**What is needed:** In the data below, locate each line with the word "restore" and list it.

(Records provided)

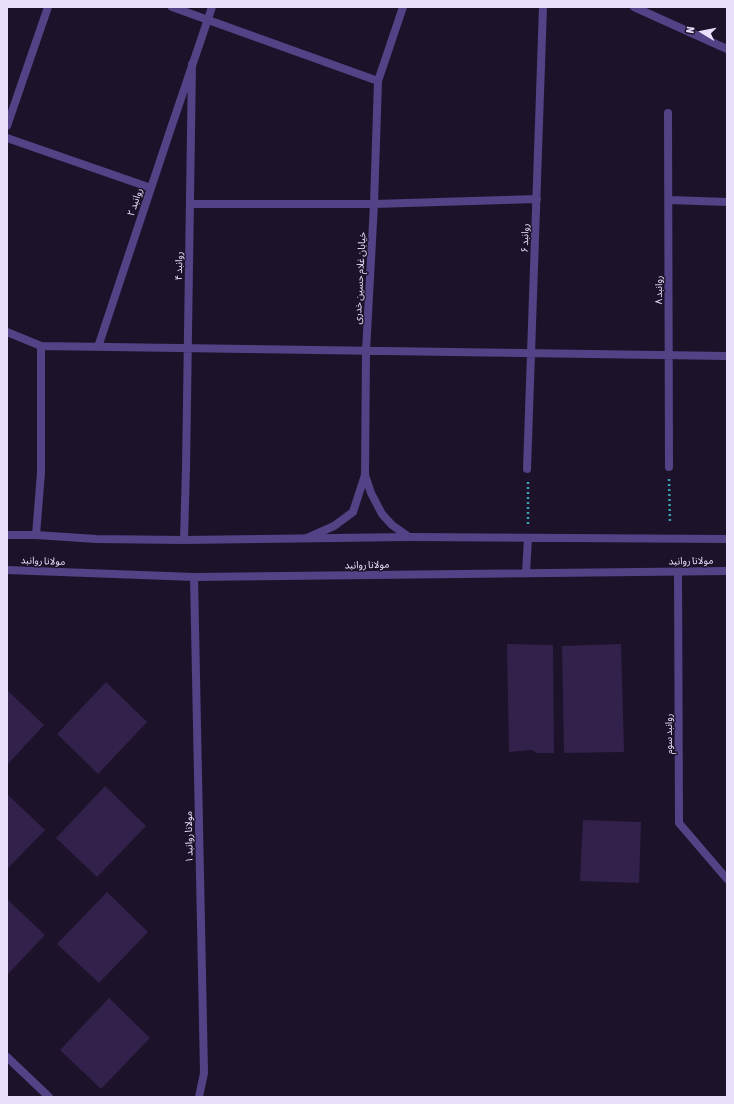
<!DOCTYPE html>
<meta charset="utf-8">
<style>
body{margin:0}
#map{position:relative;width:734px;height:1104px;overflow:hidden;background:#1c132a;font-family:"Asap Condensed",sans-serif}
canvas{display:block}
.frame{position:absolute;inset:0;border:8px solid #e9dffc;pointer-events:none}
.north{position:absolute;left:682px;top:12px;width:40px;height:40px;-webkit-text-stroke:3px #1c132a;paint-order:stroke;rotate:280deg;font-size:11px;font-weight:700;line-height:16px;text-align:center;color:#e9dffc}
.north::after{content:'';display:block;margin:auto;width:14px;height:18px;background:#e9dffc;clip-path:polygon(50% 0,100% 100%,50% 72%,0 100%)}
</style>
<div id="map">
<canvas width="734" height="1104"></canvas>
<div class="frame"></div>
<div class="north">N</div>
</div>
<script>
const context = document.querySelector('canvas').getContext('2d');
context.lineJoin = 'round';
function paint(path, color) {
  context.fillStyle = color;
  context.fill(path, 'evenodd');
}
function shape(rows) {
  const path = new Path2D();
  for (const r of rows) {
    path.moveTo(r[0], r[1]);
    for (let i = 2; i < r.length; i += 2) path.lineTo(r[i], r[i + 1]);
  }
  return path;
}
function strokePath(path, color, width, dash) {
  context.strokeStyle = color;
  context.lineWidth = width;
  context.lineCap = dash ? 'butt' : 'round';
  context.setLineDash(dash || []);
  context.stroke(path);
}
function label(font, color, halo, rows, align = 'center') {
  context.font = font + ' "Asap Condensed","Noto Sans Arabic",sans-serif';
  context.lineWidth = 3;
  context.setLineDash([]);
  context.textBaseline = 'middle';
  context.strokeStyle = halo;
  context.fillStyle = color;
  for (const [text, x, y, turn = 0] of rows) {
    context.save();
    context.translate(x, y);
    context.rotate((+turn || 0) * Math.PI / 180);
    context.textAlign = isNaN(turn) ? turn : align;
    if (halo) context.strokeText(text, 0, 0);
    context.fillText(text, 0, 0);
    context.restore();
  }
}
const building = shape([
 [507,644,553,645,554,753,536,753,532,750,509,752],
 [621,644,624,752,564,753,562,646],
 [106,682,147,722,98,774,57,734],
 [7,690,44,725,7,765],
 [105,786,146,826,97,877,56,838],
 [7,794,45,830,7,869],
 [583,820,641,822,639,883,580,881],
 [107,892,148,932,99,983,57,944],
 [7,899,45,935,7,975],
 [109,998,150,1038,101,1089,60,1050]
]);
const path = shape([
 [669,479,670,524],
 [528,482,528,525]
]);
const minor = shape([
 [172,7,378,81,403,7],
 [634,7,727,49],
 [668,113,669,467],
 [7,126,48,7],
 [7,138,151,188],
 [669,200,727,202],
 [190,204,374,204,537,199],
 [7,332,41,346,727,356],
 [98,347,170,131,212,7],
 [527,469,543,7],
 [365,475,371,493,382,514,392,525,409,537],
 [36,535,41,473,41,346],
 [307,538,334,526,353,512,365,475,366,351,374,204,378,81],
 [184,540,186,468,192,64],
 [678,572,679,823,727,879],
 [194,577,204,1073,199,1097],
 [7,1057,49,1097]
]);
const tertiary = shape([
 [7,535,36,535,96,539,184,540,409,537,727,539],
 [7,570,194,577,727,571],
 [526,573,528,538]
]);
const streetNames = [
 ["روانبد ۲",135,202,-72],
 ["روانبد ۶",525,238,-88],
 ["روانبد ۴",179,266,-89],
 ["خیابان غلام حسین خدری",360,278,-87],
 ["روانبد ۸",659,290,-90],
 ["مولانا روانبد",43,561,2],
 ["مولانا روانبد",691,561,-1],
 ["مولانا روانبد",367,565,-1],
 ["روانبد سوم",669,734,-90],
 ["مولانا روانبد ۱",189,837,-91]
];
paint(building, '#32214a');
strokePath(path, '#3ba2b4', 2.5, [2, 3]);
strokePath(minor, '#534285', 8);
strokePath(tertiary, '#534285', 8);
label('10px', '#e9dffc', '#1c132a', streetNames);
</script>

(End Records provided)
(Records provided)

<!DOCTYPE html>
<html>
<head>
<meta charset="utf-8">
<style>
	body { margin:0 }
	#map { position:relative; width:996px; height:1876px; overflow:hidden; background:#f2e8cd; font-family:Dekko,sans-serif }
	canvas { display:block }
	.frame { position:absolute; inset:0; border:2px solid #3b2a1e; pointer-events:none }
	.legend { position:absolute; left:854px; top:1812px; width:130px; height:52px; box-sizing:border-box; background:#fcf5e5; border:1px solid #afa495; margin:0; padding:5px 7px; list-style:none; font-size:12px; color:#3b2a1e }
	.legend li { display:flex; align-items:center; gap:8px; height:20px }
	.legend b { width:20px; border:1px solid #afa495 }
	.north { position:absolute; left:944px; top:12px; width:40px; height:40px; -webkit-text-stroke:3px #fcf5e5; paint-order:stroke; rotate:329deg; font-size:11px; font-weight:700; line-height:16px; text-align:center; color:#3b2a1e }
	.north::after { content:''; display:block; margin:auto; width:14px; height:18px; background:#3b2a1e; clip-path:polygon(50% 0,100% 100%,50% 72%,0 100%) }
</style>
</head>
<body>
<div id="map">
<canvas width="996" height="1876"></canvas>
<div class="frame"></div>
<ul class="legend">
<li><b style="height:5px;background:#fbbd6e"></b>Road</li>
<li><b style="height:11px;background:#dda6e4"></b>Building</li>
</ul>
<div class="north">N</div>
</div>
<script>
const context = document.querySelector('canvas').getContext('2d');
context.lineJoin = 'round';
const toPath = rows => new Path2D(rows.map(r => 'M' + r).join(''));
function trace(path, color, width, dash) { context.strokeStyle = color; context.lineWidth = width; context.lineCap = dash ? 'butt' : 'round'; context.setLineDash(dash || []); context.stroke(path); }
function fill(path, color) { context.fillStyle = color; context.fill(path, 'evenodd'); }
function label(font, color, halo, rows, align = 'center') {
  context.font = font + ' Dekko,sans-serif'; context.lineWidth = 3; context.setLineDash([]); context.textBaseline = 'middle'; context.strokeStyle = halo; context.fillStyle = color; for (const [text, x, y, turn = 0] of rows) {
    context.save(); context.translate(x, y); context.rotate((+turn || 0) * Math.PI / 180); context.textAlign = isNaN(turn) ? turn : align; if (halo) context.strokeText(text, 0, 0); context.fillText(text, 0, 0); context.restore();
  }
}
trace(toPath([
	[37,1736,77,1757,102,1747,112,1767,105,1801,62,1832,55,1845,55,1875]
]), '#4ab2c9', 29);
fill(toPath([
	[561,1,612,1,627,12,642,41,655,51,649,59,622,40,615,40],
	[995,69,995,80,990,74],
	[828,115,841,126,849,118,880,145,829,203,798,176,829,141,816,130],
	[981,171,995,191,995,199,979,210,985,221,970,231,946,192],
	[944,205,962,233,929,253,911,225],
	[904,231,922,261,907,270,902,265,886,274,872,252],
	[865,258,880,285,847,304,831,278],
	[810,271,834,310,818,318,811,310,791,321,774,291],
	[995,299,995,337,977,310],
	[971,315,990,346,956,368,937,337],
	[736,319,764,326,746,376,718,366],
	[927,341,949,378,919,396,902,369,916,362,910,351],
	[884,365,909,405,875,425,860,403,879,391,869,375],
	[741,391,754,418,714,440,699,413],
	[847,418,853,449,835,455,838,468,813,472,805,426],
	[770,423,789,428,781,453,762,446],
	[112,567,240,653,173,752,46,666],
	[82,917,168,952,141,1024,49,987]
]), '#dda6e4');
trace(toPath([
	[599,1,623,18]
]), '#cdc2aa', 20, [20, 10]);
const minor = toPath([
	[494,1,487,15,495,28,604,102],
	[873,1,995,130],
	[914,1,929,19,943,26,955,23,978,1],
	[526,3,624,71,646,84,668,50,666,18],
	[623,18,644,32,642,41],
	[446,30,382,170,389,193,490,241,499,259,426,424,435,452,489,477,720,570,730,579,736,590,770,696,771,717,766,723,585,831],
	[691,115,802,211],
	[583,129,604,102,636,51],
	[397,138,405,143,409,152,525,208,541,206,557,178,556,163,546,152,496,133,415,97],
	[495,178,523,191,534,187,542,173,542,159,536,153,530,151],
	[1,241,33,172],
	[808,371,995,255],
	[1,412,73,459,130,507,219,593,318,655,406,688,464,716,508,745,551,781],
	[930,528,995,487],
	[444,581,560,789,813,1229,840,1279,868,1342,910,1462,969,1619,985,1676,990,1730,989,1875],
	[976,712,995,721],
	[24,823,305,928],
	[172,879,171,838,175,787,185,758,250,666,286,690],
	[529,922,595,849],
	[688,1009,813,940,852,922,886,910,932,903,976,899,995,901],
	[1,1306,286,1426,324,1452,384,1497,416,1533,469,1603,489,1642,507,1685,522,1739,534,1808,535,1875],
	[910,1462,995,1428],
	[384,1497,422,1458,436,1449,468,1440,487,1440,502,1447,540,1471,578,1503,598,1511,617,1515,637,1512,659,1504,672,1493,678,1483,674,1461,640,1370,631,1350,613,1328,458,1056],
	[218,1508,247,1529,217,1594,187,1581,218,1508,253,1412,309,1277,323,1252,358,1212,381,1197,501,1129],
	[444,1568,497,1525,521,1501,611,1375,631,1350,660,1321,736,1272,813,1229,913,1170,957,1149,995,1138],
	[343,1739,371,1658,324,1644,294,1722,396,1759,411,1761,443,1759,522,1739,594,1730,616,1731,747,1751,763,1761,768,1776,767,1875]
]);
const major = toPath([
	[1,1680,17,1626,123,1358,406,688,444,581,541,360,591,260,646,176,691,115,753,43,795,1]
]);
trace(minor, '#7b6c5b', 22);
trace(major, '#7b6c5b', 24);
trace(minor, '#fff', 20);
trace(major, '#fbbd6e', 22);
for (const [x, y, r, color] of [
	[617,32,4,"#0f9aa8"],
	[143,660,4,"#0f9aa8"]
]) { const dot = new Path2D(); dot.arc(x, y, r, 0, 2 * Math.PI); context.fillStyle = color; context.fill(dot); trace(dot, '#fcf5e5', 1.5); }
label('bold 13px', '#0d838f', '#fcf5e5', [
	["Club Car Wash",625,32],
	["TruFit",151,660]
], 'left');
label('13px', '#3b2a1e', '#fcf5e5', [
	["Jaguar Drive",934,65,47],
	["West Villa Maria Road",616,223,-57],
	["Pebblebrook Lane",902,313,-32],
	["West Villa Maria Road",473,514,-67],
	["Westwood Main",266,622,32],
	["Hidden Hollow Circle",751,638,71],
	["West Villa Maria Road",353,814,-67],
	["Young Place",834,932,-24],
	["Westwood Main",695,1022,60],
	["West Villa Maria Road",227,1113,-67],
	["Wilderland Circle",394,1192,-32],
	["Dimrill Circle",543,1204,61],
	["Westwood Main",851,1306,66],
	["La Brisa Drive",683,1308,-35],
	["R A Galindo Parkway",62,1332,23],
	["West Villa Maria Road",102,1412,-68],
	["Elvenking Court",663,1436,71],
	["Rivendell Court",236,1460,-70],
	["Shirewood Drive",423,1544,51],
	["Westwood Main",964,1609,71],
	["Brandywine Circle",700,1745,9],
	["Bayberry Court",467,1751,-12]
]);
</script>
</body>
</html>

(End Records provided)
(Records provided)

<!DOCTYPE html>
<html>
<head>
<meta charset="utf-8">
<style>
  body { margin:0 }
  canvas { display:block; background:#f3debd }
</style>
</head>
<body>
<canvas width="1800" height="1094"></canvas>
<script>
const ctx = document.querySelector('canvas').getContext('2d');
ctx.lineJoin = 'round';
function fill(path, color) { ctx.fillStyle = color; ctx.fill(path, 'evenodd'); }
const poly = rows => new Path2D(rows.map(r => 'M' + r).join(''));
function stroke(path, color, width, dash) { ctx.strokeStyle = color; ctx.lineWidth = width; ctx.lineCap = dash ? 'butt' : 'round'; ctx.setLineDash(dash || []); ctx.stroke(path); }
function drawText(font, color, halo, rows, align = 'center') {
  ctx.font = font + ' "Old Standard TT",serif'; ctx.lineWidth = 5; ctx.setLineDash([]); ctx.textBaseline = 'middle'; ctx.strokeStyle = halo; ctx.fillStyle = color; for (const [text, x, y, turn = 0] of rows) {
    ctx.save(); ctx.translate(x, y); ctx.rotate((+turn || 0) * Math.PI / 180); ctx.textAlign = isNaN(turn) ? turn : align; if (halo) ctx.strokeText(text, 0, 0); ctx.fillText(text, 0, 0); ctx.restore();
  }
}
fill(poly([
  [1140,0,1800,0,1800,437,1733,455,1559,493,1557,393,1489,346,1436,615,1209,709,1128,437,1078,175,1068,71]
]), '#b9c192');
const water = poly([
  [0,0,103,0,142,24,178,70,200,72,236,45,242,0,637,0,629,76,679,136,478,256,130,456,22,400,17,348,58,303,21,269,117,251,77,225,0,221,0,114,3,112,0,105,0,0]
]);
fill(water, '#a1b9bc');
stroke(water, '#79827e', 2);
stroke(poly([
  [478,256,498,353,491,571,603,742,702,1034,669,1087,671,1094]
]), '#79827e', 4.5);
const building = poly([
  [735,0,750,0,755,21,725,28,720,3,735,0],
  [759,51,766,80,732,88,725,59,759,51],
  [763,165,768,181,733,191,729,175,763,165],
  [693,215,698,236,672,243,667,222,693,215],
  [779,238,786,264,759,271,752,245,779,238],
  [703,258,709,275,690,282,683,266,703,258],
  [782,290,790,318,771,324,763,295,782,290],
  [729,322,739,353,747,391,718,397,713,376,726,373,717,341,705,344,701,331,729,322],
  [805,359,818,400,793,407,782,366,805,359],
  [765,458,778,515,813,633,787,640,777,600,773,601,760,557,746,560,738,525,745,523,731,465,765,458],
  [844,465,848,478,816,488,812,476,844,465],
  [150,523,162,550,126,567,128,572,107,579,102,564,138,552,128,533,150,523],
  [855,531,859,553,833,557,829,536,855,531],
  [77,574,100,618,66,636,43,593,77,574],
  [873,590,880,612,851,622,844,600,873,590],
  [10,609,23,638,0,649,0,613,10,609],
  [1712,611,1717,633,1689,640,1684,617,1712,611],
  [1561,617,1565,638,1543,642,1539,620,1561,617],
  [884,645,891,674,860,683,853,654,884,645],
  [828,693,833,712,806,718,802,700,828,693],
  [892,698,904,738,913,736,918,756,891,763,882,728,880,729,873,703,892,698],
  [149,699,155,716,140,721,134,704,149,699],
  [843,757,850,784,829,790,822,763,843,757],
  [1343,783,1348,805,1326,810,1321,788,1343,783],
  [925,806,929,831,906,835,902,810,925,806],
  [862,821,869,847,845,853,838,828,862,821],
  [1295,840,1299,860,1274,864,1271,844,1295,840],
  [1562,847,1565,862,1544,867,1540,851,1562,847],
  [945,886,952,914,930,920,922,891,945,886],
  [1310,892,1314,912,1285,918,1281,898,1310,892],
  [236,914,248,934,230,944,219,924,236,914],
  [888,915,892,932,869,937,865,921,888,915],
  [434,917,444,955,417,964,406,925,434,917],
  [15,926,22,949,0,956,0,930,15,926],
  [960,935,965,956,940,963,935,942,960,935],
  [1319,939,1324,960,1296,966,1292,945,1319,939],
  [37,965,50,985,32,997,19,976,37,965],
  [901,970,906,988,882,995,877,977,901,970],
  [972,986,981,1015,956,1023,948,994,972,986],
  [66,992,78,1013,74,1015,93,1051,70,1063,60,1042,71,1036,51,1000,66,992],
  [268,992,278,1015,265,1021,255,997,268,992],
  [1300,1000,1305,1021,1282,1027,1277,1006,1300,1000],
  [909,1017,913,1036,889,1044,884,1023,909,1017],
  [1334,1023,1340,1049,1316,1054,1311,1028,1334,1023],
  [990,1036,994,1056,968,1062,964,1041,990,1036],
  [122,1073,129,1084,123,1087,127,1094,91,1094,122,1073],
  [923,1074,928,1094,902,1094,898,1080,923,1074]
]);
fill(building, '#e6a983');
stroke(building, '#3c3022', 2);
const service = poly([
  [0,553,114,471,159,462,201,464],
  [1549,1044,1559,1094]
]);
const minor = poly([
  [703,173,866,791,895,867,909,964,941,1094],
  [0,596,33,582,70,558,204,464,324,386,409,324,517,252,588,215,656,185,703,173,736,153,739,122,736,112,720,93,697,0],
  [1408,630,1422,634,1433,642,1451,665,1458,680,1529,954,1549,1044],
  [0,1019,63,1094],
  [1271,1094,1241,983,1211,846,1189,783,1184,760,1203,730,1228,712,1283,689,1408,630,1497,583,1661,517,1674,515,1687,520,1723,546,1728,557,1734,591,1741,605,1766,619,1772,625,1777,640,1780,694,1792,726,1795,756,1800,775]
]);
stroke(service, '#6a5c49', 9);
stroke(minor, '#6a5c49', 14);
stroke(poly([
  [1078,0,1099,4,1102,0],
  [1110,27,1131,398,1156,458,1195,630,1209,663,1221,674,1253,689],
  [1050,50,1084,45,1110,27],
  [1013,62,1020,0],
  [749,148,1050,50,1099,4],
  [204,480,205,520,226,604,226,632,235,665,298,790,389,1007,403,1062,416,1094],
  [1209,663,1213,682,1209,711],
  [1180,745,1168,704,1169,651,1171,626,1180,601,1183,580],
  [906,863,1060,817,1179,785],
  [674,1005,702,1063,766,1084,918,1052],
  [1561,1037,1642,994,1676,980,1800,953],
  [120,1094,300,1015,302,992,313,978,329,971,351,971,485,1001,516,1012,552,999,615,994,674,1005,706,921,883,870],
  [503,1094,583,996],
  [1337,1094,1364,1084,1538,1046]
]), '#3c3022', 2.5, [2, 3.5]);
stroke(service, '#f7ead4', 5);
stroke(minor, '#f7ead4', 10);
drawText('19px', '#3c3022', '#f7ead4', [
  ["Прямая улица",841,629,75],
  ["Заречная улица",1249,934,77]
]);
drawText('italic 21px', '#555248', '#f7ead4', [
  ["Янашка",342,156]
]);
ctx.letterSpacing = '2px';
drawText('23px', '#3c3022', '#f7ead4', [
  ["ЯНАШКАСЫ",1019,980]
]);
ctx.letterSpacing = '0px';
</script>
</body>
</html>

(End Records provided)

**Exercise solution:**
    context.restore();
    context.save(); context.translate(x, y); context.rotate((+turn || 0) * Math.PI / 180); context.textAlign = isNaN(turn) ? turn : align; if (halo) context.strokeText(text, 0, 0); context.fillText(text, 0, 0); context.restore();
    ctx.save(); ctx.translate(x, y); ctx.rotate((+turn || 0) * Math.PI / 180); ctx.textAlign = isNaN(turn) ? turn : align; if (halo) ctx.strokeText(text, 0, 0); ctx.fillText(text, 0, 0); ctx.restore();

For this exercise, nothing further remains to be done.